Exercise => The answer must consist of every line from the entries that holds the word "linear".

=======

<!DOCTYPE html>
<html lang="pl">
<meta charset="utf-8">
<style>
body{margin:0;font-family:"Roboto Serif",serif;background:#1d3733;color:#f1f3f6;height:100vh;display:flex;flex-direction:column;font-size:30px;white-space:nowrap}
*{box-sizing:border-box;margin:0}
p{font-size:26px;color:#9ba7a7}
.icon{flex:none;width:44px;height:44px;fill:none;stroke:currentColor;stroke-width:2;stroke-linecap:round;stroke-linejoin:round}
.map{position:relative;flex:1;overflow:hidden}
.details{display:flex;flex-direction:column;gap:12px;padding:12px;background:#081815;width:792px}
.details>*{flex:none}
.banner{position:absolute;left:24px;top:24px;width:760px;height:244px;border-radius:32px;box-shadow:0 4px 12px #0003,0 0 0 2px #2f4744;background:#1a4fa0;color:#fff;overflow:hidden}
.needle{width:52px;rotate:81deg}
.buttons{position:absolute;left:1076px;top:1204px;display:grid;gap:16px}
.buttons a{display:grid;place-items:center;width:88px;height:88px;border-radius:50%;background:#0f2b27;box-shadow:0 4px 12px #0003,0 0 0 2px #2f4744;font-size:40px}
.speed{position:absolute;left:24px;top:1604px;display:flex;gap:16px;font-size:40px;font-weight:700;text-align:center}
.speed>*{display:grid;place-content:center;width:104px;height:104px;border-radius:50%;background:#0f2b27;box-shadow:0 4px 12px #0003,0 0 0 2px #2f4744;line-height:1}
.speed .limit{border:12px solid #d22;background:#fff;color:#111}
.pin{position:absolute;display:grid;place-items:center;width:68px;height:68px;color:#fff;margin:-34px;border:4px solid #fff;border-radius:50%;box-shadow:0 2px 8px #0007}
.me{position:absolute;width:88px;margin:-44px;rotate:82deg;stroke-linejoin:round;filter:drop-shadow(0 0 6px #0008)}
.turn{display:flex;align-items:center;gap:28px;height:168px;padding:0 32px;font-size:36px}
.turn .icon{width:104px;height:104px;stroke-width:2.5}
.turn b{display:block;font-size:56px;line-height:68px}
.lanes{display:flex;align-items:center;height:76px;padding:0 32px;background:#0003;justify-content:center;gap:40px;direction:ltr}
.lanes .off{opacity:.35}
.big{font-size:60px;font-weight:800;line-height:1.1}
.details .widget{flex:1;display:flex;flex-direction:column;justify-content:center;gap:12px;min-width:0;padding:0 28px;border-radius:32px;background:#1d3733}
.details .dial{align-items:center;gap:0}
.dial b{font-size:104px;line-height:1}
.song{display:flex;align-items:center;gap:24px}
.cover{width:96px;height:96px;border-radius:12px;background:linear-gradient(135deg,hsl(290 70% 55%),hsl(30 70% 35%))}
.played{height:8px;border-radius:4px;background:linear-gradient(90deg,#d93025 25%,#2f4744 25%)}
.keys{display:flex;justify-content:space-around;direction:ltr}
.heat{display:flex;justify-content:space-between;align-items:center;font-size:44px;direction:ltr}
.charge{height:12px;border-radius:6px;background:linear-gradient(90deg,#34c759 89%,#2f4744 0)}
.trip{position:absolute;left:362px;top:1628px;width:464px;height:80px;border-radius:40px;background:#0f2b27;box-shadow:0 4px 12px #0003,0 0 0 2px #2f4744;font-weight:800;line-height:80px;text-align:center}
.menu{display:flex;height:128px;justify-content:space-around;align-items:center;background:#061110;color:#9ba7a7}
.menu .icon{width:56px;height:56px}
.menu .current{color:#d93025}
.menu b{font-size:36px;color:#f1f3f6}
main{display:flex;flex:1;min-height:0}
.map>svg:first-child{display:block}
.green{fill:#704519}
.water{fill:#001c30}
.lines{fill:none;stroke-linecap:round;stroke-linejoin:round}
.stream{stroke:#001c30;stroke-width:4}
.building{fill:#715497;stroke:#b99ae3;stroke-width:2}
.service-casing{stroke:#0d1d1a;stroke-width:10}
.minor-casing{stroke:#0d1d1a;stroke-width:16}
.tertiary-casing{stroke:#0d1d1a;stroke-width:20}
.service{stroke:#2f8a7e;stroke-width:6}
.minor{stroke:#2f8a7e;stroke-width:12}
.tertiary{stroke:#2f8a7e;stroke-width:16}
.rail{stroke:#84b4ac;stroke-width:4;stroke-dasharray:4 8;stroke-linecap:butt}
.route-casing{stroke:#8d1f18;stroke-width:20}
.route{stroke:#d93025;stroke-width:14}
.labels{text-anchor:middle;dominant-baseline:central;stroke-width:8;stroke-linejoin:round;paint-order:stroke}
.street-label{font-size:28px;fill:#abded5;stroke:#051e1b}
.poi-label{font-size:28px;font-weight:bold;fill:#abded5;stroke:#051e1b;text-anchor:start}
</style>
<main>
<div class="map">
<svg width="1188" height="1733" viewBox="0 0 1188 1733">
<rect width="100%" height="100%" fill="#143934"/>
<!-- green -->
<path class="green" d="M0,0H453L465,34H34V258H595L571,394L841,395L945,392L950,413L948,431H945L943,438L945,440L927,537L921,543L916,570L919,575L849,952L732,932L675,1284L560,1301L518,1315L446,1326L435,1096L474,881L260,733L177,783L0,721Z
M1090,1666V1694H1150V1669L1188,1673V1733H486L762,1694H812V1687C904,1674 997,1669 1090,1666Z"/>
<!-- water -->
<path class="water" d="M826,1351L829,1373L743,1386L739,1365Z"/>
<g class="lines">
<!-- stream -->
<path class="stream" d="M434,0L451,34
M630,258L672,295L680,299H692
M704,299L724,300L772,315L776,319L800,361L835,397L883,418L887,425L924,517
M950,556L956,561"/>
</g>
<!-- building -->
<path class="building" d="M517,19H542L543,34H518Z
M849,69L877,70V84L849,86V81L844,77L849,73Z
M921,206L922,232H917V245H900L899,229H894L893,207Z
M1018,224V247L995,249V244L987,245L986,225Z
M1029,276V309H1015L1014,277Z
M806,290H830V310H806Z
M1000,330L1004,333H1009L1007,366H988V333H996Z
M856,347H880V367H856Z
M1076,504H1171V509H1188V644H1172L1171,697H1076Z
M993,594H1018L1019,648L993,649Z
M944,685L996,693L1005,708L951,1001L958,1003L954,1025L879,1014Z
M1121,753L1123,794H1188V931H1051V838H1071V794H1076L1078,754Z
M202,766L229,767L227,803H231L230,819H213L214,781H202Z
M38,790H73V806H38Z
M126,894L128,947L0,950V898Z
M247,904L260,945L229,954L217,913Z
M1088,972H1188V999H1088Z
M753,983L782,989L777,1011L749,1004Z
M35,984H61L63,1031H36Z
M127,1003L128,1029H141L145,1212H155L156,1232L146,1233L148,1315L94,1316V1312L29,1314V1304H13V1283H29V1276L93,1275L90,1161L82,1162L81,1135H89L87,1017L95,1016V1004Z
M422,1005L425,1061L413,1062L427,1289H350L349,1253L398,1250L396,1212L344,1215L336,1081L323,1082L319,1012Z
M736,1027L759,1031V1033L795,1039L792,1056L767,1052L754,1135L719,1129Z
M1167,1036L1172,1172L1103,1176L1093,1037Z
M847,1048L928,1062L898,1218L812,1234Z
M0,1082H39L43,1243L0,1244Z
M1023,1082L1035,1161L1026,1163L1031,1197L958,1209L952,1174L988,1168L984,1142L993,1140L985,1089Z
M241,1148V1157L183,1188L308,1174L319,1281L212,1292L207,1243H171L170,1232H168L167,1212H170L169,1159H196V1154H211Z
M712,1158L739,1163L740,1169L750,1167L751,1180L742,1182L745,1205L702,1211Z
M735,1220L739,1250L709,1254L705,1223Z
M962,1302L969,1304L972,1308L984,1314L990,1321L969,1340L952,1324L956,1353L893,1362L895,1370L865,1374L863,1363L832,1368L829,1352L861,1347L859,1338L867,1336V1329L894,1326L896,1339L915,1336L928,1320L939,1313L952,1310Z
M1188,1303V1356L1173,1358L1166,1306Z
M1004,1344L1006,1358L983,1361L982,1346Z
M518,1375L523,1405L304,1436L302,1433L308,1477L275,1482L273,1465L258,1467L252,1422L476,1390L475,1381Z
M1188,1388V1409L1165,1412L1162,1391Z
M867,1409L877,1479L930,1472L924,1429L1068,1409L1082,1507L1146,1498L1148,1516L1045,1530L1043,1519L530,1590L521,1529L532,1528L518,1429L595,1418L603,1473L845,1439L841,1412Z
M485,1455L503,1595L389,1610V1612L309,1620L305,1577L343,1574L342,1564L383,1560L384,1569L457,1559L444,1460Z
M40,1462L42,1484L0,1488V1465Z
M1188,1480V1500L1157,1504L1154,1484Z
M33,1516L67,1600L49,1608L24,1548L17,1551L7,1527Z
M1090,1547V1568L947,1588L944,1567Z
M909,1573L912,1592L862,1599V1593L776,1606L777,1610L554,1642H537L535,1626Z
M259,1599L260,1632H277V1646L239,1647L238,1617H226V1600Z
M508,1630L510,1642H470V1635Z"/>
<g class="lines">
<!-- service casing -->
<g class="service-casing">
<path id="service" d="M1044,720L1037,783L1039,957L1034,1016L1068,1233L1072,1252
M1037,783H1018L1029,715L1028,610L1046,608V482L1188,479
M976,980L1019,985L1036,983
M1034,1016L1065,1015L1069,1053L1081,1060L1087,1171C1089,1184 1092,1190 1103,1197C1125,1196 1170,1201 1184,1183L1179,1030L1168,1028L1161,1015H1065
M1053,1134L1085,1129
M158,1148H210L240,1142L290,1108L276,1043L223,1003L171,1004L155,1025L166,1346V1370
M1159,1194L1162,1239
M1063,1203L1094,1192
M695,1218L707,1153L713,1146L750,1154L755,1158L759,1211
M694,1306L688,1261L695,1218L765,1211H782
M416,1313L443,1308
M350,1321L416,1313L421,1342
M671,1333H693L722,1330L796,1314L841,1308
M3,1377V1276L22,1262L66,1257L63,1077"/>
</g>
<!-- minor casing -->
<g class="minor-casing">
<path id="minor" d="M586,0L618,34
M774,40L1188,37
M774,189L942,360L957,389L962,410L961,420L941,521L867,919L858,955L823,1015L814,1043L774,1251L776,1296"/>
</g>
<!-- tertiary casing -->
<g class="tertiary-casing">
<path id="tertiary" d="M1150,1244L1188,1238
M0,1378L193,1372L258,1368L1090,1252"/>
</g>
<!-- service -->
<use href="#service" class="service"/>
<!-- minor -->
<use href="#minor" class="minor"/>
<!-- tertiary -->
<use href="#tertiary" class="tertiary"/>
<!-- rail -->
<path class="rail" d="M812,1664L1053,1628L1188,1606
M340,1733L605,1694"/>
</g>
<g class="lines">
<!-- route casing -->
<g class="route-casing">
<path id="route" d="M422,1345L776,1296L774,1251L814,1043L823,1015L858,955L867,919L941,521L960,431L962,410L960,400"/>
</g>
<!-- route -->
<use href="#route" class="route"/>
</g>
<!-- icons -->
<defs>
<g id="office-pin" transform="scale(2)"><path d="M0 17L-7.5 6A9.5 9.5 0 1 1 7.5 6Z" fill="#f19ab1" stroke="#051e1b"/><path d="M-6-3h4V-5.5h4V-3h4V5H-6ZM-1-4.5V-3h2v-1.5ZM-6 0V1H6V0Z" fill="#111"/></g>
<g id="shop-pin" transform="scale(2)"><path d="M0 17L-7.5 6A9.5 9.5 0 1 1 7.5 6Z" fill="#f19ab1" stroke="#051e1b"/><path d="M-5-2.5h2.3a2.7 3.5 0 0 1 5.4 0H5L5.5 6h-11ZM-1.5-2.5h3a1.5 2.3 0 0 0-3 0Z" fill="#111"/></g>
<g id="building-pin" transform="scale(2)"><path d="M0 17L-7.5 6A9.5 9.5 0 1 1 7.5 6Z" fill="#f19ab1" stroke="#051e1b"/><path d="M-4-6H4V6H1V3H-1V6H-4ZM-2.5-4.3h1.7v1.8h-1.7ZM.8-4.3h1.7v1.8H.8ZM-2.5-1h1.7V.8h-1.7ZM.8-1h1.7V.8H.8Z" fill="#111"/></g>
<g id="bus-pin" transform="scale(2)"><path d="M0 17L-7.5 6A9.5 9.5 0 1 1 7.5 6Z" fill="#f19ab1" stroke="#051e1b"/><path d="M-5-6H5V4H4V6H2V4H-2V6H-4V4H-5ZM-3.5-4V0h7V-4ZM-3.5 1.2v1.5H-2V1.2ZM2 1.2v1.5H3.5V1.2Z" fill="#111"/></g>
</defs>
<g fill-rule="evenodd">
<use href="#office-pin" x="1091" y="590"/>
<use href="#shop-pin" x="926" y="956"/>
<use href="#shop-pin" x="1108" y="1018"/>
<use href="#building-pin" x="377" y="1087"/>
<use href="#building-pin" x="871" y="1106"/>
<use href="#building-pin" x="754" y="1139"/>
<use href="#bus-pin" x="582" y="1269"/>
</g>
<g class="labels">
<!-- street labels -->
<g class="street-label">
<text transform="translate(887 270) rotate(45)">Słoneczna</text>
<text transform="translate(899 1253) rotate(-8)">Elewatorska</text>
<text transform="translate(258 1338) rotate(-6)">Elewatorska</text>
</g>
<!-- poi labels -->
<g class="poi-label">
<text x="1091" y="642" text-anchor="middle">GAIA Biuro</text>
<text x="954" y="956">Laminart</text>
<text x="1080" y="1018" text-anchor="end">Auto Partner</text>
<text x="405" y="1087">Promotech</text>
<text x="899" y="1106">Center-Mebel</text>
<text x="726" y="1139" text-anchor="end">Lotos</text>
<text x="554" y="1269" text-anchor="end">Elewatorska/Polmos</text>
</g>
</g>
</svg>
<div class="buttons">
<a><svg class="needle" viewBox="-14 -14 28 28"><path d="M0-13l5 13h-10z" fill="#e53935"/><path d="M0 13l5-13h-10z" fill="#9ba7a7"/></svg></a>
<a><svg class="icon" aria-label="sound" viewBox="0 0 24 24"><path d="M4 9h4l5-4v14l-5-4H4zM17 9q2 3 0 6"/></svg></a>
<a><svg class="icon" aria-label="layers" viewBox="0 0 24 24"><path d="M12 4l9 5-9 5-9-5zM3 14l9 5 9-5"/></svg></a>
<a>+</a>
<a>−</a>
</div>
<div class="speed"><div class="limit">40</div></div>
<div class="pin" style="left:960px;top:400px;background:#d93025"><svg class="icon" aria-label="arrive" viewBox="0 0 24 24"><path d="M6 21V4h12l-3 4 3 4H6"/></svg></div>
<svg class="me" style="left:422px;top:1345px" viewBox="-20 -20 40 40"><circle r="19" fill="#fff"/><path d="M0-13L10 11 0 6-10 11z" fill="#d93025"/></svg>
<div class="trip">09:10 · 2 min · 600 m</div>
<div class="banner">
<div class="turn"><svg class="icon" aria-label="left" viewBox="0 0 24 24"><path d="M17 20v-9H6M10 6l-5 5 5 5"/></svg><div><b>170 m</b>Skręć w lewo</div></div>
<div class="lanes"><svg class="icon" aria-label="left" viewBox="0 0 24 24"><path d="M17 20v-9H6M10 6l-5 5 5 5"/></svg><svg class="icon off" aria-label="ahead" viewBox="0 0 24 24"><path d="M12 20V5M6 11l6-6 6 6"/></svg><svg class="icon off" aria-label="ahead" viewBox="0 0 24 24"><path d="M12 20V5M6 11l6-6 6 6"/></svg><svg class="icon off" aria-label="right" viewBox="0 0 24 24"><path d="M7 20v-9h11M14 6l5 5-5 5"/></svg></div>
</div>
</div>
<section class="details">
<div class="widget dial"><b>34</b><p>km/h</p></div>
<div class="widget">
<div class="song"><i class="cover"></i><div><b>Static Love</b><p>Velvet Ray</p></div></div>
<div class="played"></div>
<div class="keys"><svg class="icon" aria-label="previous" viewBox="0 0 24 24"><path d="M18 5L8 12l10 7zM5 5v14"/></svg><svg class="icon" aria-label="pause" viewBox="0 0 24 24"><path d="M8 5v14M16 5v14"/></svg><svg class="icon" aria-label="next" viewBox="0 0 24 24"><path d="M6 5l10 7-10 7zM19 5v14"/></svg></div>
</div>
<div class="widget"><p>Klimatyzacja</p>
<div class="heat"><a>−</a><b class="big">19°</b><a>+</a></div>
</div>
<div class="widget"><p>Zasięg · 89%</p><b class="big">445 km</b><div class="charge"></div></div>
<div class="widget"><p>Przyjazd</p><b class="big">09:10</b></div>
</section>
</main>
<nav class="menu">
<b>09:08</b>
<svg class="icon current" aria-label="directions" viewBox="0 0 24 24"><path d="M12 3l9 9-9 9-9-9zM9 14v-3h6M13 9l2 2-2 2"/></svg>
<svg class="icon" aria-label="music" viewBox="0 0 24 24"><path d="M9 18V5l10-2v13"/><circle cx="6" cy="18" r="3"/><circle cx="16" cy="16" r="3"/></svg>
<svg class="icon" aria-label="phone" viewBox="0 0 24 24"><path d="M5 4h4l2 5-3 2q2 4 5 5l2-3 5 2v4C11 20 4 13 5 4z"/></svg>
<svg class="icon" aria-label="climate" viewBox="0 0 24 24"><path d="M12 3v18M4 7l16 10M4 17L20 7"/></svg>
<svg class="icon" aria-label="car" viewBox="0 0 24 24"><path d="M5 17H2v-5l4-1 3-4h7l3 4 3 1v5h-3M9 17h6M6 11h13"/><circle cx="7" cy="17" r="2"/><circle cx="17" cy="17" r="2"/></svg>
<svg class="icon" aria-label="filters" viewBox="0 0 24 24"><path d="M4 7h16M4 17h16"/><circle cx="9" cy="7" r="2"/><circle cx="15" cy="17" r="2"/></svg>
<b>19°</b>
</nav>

=======

Task result =>
.cover{width:96px;height:96px;border-radius:12px;background:linear-gradient(135deg,hsl(290 70% 55%),hsl(30 70% 35%))}
.played{height:8px;border-radius:4px;background:linear-gradient(90deg,#d93025 25%,#2f4744 25%)}
.charge{height:12px;border-radius:6px;background:linear-gradient(90deg,#34c759 89%,#2f4744 0)}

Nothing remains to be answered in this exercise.